Strengths and limitations

The study has considerable strengths. First, this is the first study to analyze mortality among immigrants covering the entire resident population in Italy. Its longitudinal approach made it possible to avoid any bias due to the numerator-denominator mismatch in ecological cross-sectional studies and to calculate the exact person-time at risk through a link between individual population records and death registries. Second, to our knowledge, this is the first mortality study based on the whole population of residents in Italy, making it possible to provide a detailed picture of the phenomenon.
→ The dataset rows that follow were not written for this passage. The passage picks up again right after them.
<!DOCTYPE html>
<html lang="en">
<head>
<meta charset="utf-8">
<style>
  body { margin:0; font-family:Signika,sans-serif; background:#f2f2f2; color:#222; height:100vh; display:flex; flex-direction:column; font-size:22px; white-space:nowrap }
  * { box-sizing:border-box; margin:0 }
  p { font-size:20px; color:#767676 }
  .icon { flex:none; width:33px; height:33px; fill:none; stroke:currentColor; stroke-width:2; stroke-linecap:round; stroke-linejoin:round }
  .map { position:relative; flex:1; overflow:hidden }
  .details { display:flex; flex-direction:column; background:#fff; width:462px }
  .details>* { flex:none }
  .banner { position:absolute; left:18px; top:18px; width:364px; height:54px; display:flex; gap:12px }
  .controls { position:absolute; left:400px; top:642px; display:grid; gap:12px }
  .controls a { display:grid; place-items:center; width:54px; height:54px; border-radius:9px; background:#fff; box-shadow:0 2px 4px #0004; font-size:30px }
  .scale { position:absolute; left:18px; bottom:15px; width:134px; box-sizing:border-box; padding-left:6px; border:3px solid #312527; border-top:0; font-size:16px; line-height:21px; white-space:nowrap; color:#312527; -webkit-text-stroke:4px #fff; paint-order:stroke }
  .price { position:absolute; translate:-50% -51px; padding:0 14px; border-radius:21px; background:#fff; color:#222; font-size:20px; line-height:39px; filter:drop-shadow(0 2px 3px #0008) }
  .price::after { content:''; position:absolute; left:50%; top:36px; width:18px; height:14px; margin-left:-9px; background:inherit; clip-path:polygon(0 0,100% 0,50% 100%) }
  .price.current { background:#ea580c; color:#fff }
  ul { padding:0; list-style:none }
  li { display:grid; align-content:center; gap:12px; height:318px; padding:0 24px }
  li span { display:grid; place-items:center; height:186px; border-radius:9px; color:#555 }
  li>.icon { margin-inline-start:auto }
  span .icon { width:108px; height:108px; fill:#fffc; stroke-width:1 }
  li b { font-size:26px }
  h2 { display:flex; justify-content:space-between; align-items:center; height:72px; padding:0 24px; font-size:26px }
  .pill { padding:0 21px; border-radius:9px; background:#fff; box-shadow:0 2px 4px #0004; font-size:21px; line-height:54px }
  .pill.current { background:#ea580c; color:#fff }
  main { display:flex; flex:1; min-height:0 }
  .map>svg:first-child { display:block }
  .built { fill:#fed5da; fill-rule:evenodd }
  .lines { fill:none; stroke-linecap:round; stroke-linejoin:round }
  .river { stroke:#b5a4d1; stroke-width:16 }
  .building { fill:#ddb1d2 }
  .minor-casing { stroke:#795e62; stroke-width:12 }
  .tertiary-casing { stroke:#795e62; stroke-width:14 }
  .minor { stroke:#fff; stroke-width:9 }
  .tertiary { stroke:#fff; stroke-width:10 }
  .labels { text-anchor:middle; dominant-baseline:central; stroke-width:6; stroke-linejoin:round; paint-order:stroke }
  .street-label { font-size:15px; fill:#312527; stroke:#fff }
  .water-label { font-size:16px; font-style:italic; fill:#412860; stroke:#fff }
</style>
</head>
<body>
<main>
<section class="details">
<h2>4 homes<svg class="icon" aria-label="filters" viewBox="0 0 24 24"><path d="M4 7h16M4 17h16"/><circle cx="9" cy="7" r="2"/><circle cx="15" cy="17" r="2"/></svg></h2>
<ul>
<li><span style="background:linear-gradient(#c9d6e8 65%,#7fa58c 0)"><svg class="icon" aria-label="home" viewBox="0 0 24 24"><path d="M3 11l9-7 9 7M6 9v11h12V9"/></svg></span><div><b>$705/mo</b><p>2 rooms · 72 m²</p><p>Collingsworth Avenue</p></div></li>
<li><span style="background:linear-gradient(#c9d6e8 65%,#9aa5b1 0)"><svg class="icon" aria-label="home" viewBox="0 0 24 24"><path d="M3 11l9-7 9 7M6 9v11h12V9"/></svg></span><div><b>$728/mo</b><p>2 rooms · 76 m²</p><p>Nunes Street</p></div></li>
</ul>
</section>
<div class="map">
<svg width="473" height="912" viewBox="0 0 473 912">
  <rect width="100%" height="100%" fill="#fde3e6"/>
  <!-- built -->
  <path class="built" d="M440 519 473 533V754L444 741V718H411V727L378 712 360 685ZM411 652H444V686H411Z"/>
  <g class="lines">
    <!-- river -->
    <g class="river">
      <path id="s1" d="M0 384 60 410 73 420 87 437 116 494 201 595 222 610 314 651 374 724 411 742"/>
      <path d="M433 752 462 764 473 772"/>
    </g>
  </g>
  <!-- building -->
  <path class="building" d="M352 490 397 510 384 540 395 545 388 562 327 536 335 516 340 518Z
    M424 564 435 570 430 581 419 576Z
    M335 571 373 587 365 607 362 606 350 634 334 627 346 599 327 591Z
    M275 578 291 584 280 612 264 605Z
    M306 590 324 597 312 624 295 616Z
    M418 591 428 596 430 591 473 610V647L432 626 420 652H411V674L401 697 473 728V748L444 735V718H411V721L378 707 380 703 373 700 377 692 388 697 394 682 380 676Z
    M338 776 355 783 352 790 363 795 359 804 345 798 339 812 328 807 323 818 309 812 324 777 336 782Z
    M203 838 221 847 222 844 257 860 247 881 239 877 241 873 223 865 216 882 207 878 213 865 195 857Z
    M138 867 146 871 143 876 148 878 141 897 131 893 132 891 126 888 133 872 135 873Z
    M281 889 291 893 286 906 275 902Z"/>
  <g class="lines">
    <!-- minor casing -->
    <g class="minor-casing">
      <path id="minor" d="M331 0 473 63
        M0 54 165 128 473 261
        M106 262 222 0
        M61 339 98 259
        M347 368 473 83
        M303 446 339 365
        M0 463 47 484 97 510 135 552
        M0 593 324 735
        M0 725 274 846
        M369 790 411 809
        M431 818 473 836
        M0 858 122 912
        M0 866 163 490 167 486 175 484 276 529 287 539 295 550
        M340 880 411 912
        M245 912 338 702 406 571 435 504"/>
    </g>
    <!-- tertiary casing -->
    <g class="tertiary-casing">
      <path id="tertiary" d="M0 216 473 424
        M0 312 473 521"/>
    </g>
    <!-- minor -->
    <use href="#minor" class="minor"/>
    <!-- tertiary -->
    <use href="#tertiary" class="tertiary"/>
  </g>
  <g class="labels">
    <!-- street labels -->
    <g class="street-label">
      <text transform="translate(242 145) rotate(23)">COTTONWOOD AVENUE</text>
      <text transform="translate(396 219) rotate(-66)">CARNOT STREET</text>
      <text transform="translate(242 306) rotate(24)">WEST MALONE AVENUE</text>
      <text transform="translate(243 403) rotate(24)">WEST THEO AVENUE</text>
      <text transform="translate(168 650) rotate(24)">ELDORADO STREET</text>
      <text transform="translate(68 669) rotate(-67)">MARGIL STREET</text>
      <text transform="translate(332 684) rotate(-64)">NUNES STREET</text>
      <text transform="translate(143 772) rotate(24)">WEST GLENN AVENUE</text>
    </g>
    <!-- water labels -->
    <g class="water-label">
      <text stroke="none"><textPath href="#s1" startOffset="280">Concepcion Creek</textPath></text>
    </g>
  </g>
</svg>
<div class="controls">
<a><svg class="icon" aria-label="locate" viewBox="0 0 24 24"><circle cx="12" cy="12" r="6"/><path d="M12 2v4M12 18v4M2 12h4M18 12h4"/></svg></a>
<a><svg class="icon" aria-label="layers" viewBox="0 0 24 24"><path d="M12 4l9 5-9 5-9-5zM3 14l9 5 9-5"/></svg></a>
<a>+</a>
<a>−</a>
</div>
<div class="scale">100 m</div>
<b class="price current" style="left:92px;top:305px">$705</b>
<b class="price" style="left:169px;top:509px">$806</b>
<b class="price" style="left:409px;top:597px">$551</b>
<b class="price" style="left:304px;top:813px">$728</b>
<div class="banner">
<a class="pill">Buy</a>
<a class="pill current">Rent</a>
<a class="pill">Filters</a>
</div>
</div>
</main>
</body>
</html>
However, our study suffers from some limitations. First, like other studies dealing with mortality among immigrants, our study presents the potential bias of unregistered remigration and deaths of immigrants, which may have determined potential overcoverage and salmon bias1,2,8,9,10,11,12,13,14,15,16,17,18. Second, since our study was based on registers of the resident population, immigrants who were undocumented, a particularly vulnerable subpopulation, were not included. However, the percentage of undocumented immigrants in Italy is estimated to be only 0.5% of the total resident population51.
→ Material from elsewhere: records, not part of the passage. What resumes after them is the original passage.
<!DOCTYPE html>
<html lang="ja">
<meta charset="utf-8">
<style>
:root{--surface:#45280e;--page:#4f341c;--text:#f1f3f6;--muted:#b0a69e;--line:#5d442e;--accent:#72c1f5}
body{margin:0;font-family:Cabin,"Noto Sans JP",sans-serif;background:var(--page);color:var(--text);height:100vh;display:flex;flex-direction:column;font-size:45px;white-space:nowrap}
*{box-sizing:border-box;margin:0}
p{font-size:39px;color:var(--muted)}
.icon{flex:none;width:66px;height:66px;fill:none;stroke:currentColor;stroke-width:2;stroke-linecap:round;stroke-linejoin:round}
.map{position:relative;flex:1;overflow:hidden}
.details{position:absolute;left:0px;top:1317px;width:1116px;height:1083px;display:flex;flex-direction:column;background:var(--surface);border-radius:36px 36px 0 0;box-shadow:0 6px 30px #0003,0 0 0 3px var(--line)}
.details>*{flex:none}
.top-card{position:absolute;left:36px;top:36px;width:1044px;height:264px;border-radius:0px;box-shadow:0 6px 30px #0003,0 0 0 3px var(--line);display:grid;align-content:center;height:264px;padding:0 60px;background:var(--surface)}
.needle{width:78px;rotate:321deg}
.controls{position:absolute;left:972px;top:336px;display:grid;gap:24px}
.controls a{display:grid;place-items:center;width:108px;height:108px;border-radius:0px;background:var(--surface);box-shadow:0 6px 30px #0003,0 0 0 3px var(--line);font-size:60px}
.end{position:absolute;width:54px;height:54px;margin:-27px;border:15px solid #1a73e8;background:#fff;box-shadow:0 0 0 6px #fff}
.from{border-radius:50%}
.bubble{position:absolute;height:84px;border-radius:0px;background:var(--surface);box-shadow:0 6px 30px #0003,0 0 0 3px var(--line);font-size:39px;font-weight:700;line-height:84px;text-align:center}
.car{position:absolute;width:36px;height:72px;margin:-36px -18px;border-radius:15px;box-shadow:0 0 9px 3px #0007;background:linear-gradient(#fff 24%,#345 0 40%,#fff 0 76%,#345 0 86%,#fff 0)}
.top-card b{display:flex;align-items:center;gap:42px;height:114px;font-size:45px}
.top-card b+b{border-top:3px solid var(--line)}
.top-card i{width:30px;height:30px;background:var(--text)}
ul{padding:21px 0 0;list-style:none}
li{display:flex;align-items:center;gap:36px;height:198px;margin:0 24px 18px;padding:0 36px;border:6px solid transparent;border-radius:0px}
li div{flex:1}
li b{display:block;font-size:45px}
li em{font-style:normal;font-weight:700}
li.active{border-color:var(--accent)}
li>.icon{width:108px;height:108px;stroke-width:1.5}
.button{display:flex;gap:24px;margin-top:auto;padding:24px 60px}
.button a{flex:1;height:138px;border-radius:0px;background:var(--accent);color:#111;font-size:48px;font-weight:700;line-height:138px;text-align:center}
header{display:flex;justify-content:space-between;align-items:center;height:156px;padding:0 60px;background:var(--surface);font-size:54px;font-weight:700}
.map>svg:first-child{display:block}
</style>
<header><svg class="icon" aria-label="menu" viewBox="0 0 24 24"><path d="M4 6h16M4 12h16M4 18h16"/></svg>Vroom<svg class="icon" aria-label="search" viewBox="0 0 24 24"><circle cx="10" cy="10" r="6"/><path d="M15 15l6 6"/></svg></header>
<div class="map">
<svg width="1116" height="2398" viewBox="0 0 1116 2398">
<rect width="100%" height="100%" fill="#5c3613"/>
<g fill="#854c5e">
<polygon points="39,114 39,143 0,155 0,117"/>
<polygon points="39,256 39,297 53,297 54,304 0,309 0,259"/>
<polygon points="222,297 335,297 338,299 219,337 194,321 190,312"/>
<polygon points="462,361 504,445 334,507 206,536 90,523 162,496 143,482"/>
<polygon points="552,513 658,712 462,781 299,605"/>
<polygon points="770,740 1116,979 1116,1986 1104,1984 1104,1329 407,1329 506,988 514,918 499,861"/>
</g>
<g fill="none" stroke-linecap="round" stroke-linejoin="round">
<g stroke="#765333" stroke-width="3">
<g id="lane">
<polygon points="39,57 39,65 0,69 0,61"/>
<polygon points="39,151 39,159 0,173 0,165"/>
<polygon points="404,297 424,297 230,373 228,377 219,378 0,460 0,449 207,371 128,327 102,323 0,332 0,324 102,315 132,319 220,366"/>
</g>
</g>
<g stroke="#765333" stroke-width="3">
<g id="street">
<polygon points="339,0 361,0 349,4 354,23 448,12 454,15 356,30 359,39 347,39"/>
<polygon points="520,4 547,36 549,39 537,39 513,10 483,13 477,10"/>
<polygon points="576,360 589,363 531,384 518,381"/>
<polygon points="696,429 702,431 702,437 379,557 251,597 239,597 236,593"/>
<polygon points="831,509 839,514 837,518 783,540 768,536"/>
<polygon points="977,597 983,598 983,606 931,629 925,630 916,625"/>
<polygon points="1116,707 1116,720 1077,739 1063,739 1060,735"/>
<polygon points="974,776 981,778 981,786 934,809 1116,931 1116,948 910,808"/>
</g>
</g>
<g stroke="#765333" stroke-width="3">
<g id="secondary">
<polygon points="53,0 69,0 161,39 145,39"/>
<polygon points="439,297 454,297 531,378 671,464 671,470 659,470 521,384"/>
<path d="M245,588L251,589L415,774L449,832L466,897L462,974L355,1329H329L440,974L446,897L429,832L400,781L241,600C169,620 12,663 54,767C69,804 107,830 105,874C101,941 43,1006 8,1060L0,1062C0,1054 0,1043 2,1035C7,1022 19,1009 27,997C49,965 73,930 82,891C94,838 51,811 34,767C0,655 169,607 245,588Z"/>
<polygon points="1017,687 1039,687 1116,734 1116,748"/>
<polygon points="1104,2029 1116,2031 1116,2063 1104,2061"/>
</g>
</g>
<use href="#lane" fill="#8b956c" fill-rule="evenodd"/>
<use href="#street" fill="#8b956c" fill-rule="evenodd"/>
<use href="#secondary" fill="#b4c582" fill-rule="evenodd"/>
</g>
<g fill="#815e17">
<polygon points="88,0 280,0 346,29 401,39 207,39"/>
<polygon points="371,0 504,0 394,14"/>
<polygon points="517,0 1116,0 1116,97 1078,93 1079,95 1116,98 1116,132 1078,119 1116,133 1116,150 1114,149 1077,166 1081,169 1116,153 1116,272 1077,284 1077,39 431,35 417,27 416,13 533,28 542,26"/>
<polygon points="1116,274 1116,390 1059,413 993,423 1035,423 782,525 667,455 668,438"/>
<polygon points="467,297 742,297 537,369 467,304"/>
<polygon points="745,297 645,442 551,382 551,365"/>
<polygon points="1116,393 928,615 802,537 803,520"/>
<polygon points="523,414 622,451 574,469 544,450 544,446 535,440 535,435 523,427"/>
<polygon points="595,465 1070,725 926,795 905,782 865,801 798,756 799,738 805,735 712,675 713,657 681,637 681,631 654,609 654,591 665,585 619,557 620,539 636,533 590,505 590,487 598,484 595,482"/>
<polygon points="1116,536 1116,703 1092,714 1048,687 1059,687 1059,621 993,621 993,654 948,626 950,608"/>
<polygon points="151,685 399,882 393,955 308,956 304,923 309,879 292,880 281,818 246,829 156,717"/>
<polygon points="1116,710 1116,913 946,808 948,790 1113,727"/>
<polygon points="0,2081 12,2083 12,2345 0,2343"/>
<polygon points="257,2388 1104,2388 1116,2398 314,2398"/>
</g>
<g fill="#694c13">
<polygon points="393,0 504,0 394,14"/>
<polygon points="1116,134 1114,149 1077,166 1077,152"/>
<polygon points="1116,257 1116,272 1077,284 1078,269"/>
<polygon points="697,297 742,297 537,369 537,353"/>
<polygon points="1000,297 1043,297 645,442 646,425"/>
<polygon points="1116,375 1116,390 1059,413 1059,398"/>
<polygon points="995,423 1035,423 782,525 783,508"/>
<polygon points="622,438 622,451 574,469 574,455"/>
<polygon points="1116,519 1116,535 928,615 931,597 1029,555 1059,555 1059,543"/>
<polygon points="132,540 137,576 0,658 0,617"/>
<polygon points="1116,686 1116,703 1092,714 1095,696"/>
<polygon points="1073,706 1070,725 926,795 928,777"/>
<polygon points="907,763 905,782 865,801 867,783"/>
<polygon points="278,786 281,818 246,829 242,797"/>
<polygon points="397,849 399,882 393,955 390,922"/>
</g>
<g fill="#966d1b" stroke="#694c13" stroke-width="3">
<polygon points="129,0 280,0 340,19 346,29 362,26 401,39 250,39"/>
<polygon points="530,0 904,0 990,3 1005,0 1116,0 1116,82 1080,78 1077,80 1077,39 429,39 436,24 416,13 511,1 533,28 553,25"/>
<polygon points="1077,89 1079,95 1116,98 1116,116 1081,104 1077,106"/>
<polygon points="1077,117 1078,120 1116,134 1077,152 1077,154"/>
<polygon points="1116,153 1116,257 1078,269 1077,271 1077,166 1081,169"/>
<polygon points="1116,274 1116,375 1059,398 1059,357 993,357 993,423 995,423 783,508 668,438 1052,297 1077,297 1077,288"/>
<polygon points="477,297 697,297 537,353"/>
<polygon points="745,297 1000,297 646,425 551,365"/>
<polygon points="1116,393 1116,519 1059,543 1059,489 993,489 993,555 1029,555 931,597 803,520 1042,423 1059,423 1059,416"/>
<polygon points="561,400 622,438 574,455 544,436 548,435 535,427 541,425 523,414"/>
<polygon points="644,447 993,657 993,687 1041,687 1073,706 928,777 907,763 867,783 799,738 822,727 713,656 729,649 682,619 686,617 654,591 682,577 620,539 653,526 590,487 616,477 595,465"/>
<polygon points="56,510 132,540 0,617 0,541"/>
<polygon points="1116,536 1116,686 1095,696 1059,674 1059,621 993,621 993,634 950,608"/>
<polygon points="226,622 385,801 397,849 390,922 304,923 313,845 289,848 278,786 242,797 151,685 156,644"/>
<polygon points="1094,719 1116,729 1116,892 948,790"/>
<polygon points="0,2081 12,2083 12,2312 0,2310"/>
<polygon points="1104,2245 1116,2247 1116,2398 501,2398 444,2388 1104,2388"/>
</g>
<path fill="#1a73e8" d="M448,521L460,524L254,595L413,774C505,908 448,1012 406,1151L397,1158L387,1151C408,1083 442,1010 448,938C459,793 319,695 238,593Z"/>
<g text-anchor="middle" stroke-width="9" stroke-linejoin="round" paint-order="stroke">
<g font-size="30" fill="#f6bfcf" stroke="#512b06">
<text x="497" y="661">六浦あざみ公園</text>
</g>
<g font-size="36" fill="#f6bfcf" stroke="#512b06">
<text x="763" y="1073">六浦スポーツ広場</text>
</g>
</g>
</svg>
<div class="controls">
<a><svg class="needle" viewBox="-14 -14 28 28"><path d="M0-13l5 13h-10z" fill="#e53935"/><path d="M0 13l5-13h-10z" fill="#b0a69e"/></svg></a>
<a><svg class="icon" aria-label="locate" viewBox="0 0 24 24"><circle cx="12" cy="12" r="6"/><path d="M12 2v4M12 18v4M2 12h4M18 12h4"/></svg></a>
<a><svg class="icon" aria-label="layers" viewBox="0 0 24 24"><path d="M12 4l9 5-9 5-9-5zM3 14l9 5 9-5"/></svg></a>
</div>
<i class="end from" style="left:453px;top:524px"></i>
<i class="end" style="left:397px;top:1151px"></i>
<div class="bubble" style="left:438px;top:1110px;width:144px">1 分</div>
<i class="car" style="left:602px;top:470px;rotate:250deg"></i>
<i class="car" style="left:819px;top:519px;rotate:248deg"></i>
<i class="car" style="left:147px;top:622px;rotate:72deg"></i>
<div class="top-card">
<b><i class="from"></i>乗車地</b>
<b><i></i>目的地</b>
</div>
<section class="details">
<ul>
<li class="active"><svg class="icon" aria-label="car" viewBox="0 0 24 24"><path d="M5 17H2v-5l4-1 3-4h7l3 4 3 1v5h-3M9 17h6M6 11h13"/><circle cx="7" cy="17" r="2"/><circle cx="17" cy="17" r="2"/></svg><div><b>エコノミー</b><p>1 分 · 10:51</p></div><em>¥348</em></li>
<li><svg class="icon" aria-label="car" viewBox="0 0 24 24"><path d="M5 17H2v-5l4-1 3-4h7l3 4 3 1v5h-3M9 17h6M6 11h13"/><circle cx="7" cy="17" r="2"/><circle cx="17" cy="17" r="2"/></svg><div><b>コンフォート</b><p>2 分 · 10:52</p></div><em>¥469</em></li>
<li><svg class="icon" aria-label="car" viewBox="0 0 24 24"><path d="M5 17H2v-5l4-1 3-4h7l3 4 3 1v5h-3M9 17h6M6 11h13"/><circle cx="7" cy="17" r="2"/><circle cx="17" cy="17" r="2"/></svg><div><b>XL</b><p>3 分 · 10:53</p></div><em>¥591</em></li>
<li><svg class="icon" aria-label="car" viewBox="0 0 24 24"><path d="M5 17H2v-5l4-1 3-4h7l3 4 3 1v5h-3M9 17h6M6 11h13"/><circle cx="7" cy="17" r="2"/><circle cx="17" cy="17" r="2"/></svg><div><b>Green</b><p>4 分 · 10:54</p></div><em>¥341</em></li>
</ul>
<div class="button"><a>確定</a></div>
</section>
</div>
In addition, as shown by Gimeno-Feliu et al.52, the use of citizenship instead of country of birth to define immigrant status, as in our study, can lead to an underestimation of mortality among foreigners compared to natives. This is especially true for individuals who acquired citizenship after a long stay in the country, who are expected to have mortality risks closer to those of natives. Unfortunately, we do not have information in our database on either country of birth or length of stay in Italy.

Conclusions

Although immigration to Italy is no longer a recent phenomenon, and the presence of immigrants is acquiring structural characteristics, our study confirms their health advantage, with lower mortality than that of Italians from almost every cause. This lower mortality in the immigrant population is also observed for all areas of origin. These findings partially differ from a previous Italian longitudinal study and a European study2,26. Future studies could be designed with a nationwide open cohort approach, which is particularly useful for studying an extremely dynamic population such as the immigrant population, taking into account further sources to reduce the potential effects of salmon bias.